ADRs climbed up to 8% on Wall Street and S&P Merval chained third consecutive rise

ADRs climbed up to 8% on Wall Street and S&P Merval chained third consecutive rise

YPF’s ADR led the increases with 7.8%, followed by Transportadora Gas del Sur (+5.7%), and Mercado Libre (+4.8%). For its part, the S&P Merval improved 2.2% to 125,979.57 unitsin line with the greater risk appetite of its foreign peers when assessing whether the drop in global inflation is enough to curb aggressive increases in interest rates by central banks.

On the leading panel, the largest increases corresponded to YPF and Transportadora de Gas del Sur, both with 5.6%, followed by Loma Negra (+5%), while the declines were led by Sociedad Comercial del Plata (-1.6%). Operators maintain that the market awaits signals from the new Minister of Economy, Sergio Massa, who promised to lower the fiscal deficit and strengthen the reserves of the BCRA.

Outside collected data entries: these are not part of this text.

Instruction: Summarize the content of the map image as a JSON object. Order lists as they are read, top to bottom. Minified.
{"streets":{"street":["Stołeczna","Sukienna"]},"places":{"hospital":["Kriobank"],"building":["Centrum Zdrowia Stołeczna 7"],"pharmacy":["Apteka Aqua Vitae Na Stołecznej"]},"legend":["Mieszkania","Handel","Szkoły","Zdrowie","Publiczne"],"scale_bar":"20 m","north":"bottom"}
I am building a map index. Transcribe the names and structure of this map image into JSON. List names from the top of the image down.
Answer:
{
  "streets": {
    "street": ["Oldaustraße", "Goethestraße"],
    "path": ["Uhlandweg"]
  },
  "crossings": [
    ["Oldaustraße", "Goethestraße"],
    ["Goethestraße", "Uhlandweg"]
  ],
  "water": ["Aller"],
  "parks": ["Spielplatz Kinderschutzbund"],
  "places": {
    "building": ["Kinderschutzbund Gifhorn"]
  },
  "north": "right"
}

“The central (bank) was expected to raise its rate, but never by 950 basis points like it did yesterday (Thursday). This generated today (Friday) a rapid rearrangement in time depositswith the idea of ​​attracting investors away from the dollars, although nothing changed in the confidence” of investors, said a foreign private banking analyst.

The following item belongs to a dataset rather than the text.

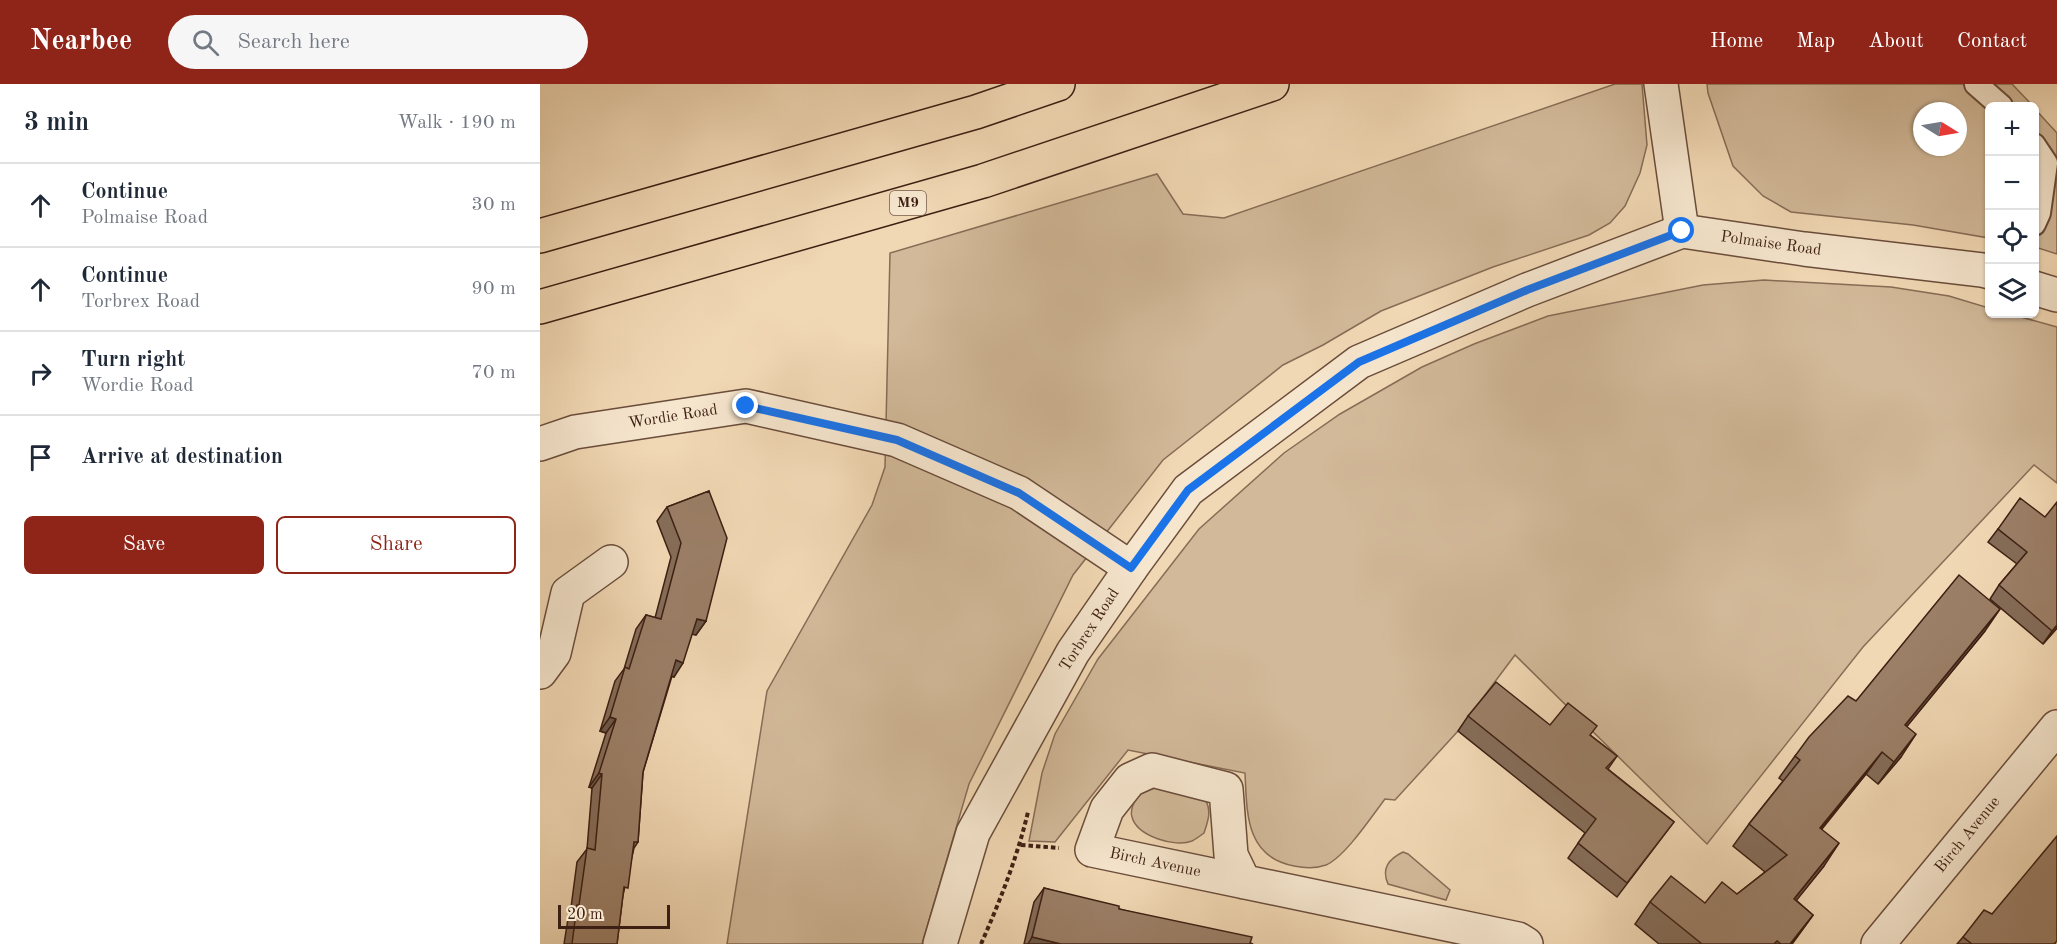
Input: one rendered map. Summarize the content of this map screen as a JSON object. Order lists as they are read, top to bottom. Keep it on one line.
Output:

The new rate of the BCRA represents 96.5% (TEA) as effective annual, compared to 90.2% that analysts foresee in the rise in consumer prices for 2022which if fulfilled would yield a positive financial return as the Government promised with the International Monetary Fund (IMF).

Bonds and country risk

In the fixed income segment, sovereign bonds denominated in dollars They closed this Friday with a majority of losses, which reached 5.1% from the Global 2041. The losses were also led by Bonar 2038 (-2.6%), and Bonar 2030 (-2%). For his part, the risk country measured by JP Morgan bank falls 0.7% to 2458 units.

In turn, CER-adjusted bonds closed with most increases. TX23 (+1.2%), TC23 (+0.9%), and PARP (+0.8%) stood out.

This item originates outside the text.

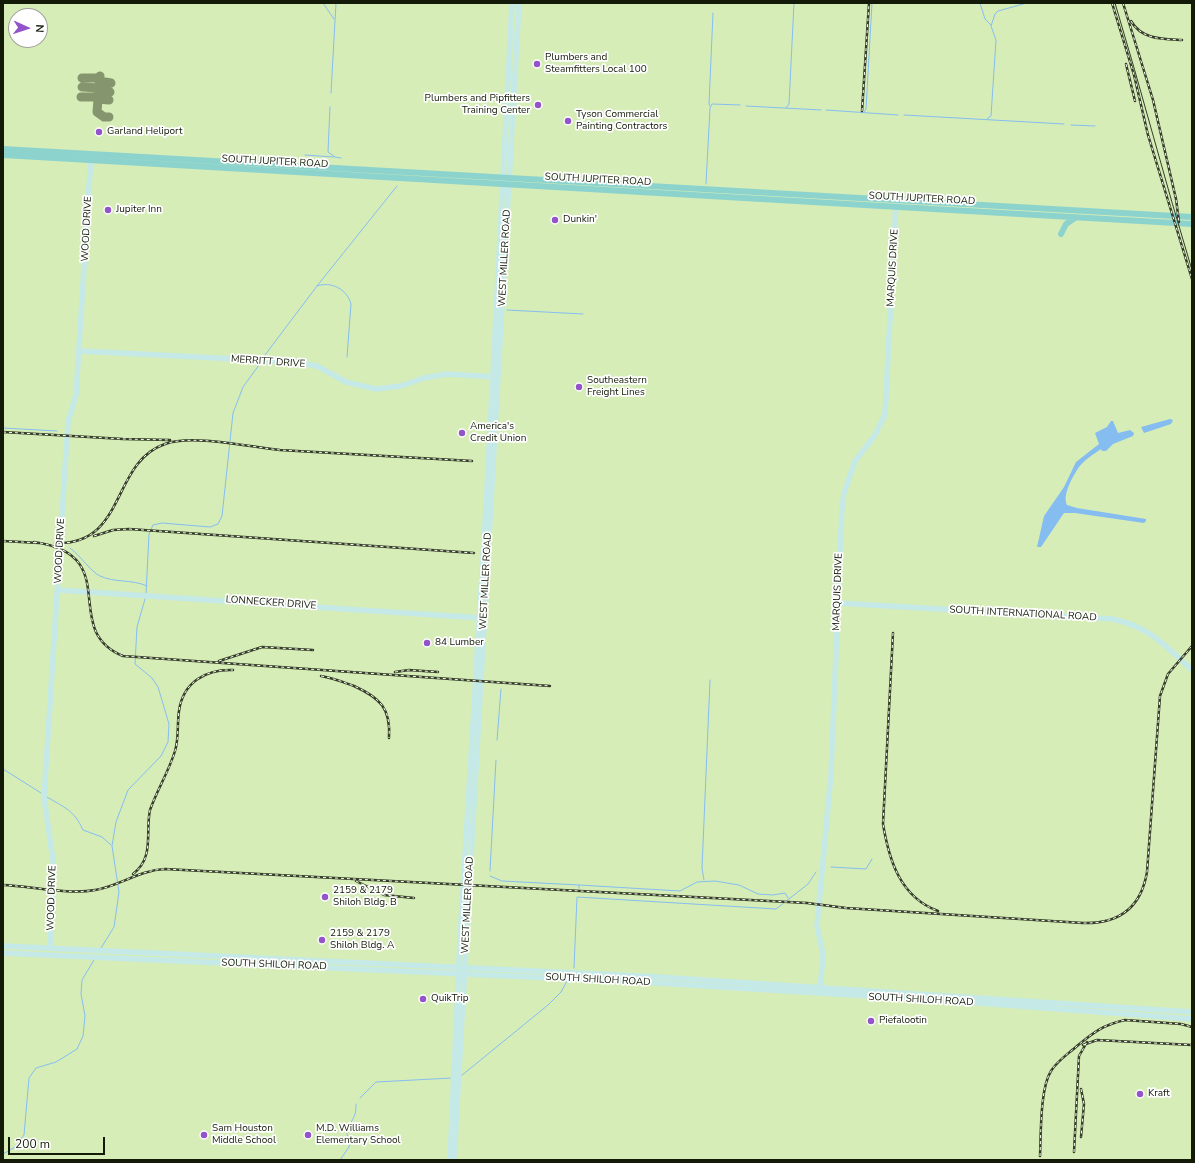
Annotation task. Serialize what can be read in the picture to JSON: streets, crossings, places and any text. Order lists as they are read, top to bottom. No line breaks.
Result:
{"streets":{"main road":["SOUTH JUPITER ROAD","WOOD DRIVE","WEST MILLER ROAD","MARQUIS DRIVE","MERRITT DRIVE","LONNECKER DRIVE","SOUTH INTERNATIONAL ROAD","SOUTH SHILOH ROAD"]},"crossings":[["SOUTH JUPITER ROAD","WOOD DRIVE"],["SOUTH JUPITER ROAD","WEST MILLER ROAD"],["SOUTH JUPITER ROAD","MARQUIS DRIVE"],["WOOD DRIVE","MERRITT DRIVE"],["WOOD DRIVE","LONNECKER DRIVE"],["WOOD DRIVE","SOUTH SHILOH ROAD"],["WEST MILLER ROAD","MERRITT DRIVE"],["WEST MILLER ROAD","LONNECKER DRIVE"],["WEST MILLER ROAD","SOUTH SHILOH ROAD"],["MARQUIS DRIVE","SOUTH INTERNATIONAL ROAD"],["MARQUIS DRIVE","SOUTH SHILOH ROAD"]],"places":["Plumbers and Steamfitters Local 100","Plumbers and Pipfitters Training Center","Tyson Commercial Painting Contractors","Garland Heliport","Jupiter Inn","Dunkin'","Southeastern Freight Lines","America's Credit Union","84 Lumber","2159 & 2179 Shiloh Bldg. B","2159 & 2179 Shiloh Bldg. A","QuikTrip","Piefalootin","Kraft","Sam Houston Middle School","M.D. Williams Elementary School"],"scale_bar":"200 m","north":"right"}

The Ministry of Economy put out to tender this Thursday some $182.0 billion. There were three Treasury Bills in pesos maturing in 2022 and 2023, after achieving 85% acceptance this week in a debt swap with short-term maturity for some 2 trillion pesos (about 14.95 billion dollars) for dual bonds ( dollar-link/inflation) maturing in June, July and September 2023.

“Dual bonds manage to protect the investor against inflation and/or devaluation,” explained Delphos Investment, noting that “We think the stocks have some appeal. However, considering the sheer mass of maturities coming up next year, investors should be cautious.”